After years of battling to limit the overseas reach of U.S. swaps rules, Wall Street is beginning to hear a more flexible approach from one of its top regulators.

Timothy Massad, who took over as chairman of Commodity Futures Trading Commission (CFTC) in June, told traders today that it's unreasonable to expect identical derivatives regulations around the world. While the agency is striving to ensure coordination with authorities in Europe and Asia, “there will inevitably be differences,” he said.

Massad's comments reflect a change in tone from his predecessor Gary Gensler, who argued that extending CFTC rules to other jurisdictions was crucial to protecting the U.S. financial system from a foreign-born crisis. The agency will also delay a provision applying the Dodd-Frank Act to U.S. structured trades that banks book through overseas affiliates, Massad said.

“We should strive for rules that are clear and predictable—and that, as much as possible, do not create negative effects on competition,” he said at a Futures Industry Association conference in Chicago.

U.S. banks have said the regulation on overseas swaps trades will hurt their competitiveness and unsuccessfully sued the CFTC to try to block it. The policy, set to take effect at the end of this year, will be postponed to give the agency more time to understand the industry's concerns, Massad said.

The Securities Industry and Financial Markets Association, one of three trade groups that sued the CFTC, praised the decision to delay the policy.

“The sooner the CFTC grants a workable extension, the less of a disruptive impact the impending expiration date will have,” Kyle Brandon, director of research at Wall Street's main lobbying group, said in an email.

The cross-border regulation of derivatives has been one of the most contentious aspects of global authorities' efforts to bring new oversight to the $700 trillion global swaps market. U.S. regulators have moved faster than their counterparts around the world who are seeking to complete rules to have most transactions guaranteed at clearinghouses and traded on exchanges.

In pushing for the extension of CFTC rules, Gensler frequently made the point that swaps traded out of the London unit of American International Group Inc. led to a U.S. bailout of the insurer during the 2008 credit crisis.

Massad told reporters after the speech that the commission has four members “who approach these things very pragmatically.” The CFTC is trying to protect against risks being imported into the U.S., while considering different approaches, he said.

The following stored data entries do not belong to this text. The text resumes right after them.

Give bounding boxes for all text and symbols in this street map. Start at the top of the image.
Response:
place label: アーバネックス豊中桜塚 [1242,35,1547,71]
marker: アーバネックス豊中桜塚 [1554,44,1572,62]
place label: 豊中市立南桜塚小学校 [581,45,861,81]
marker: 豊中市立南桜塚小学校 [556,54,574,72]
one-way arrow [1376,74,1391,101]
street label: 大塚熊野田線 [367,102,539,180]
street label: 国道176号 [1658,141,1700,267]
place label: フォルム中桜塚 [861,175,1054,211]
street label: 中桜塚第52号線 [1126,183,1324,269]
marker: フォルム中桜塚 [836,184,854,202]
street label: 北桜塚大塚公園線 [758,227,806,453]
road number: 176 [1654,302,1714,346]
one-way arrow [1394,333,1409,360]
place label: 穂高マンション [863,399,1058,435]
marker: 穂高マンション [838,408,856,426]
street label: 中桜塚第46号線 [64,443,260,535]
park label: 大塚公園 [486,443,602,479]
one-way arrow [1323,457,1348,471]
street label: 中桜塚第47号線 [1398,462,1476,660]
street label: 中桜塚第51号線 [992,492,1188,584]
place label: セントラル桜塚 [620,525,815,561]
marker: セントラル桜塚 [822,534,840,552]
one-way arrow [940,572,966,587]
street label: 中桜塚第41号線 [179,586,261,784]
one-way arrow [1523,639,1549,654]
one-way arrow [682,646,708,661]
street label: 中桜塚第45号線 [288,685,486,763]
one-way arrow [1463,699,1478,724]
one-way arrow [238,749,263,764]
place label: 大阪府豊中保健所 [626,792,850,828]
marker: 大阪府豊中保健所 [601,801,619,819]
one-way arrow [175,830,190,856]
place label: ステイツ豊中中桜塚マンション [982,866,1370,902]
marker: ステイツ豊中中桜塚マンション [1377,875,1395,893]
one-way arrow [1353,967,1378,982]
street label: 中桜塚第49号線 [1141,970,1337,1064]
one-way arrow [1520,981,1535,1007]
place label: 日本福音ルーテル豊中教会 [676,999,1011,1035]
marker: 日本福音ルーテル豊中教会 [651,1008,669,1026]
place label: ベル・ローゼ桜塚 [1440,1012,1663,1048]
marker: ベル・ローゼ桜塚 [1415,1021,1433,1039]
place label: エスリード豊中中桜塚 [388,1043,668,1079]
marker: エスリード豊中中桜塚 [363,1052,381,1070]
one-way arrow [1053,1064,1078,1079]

Commissioner J. Christopher Giancarlo, a Republican, said in September that the CFTC started a rift between the U.S. and Europe, and that the relationship needs to be reset.

Commissioner Sharon Bowen, a Democrat, told the futures conference today that the agency should “cement an approach that allows our markets, which are inherently global, to operate competitively and efficiently.

“We need to do so, while also guarding against dangers that may start outside our borders, but flow back to our shores,” she said.